Uh, x86 means 32-bit to me, and this MacBook Pro is definitely x86_64.
>> I think we would be well-advised to get the size of slock_t down to a
>> single byte on as many platforms as possible, because when it's any
>> wider than that it makes some critical structures that would otherwise
>> fit into a cache line start to not fit, and that can have a very big
>> impact on performance.
>
> I really doubt that that's a good argument for choosing a markedly less
> efficient locking primitive, which is what's at stake for PPC. I have
> no info about the other architectures.
I don't know for certain, but I would not be willing to take that on
faith.

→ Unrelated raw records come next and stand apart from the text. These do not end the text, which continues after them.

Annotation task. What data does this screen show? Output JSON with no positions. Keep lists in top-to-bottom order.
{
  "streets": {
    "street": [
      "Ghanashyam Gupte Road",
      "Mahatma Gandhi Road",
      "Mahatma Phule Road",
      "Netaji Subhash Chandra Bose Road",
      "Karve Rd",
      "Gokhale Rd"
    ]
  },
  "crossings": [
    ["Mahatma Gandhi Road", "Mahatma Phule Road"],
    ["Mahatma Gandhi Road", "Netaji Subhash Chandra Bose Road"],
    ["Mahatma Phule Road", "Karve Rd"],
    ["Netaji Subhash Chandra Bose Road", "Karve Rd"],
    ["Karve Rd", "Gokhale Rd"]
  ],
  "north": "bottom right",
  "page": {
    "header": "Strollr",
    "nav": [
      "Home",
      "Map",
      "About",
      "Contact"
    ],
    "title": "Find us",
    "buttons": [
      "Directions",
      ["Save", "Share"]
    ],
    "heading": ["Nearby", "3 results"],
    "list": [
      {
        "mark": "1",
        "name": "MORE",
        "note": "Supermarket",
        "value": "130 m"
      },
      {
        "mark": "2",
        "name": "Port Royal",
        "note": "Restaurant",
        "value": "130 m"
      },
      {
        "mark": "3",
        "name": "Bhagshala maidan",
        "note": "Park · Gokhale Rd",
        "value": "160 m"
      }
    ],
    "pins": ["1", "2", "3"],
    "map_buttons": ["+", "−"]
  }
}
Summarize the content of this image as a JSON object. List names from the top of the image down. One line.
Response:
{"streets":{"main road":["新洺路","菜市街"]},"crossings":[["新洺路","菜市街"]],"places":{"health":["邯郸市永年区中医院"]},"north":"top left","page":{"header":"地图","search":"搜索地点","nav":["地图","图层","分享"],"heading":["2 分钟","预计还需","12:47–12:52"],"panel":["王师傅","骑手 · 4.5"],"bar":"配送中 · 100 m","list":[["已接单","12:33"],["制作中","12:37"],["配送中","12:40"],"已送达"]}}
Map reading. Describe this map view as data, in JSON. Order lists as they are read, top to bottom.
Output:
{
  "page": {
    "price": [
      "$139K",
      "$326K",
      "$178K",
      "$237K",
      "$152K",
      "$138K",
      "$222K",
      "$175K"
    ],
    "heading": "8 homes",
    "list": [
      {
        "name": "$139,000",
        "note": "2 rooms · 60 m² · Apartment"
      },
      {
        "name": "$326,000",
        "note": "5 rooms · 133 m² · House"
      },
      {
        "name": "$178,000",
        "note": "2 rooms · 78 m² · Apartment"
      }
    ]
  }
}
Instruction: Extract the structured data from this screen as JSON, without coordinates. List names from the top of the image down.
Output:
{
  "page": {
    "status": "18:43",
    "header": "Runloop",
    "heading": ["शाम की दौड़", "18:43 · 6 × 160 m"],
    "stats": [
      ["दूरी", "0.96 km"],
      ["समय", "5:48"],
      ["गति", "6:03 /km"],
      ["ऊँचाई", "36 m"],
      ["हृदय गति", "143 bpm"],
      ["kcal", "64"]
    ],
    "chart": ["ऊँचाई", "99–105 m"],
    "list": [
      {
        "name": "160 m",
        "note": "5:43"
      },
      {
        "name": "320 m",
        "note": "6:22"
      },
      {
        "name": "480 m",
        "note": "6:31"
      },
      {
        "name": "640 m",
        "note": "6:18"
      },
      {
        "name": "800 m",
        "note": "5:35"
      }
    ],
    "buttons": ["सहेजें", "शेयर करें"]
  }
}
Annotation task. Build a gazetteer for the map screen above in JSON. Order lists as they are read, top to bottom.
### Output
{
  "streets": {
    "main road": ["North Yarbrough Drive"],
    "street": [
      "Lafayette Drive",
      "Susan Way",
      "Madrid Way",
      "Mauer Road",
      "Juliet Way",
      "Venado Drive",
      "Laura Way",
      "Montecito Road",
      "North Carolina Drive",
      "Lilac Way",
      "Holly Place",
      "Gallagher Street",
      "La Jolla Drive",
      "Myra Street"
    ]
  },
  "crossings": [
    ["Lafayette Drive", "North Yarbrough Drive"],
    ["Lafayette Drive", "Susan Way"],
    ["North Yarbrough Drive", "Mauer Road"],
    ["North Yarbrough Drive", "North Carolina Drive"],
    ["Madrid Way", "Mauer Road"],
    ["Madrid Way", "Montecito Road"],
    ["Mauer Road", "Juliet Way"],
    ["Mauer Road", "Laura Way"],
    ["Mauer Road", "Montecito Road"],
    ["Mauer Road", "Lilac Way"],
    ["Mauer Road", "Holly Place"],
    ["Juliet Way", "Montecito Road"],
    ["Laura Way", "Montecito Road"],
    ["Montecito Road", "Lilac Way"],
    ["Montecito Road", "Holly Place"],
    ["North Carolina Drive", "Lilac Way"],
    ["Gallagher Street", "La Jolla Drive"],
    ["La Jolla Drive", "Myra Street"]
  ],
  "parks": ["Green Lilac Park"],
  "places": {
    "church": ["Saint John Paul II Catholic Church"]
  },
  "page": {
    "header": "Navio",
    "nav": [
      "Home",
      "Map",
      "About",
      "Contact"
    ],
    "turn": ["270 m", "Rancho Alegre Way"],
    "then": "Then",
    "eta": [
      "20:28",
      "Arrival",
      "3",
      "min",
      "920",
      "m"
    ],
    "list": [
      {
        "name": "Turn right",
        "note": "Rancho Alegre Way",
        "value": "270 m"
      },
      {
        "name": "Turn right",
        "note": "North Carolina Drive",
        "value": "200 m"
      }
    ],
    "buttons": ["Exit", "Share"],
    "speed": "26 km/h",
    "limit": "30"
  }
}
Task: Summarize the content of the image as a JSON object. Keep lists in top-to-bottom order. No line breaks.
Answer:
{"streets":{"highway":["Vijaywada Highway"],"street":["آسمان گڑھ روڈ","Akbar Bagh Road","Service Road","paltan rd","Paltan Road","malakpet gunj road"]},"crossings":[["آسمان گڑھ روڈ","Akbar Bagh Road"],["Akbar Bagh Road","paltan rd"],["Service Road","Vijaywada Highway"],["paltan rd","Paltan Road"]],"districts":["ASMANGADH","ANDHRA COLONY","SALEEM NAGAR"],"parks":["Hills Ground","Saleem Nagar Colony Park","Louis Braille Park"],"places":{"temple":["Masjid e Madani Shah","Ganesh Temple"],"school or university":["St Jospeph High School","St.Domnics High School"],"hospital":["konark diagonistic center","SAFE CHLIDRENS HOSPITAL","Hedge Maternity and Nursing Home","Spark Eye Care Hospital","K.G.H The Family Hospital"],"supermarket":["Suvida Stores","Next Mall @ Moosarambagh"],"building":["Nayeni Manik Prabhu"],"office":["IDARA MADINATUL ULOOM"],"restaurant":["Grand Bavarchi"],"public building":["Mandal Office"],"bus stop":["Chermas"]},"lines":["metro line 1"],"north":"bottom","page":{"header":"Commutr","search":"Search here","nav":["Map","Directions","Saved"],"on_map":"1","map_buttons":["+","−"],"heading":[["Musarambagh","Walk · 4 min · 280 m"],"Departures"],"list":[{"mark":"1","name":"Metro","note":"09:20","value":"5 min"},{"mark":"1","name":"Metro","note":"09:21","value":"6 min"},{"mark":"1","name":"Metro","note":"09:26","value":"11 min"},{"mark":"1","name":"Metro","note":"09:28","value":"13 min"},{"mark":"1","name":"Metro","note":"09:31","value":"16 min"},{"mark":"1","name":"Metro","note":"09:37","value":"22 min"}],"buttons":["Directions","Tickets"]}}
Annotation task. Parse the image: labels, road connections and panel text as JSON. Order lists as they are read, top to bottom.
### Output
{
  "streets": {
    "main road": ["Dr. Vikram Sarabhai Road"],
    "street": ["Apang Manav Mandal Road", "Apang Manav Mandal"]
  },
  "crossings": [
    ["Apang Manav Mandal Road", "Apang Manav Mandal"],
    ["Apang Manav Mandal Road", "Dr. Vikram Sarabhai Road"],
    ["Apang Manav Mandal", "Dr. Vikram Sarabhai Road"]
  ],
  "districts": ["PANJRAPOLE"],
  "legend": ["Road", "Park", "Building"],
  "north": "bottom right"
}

I'm not sure if you've read all of the discussion threads on
this mailing list about fitting things into cache lines and/or
aligning things to cache lines to avoid major performance regressions
on large servers, but there have been quite a few of those over the
last few years and there will doubtless be more.
> Also, since pg_atomic_flag is currently used in a grand total of zero
> places (other than the test case in regress.c), arguing that making
> it word-wide will bloat critical data structures is flat wrong.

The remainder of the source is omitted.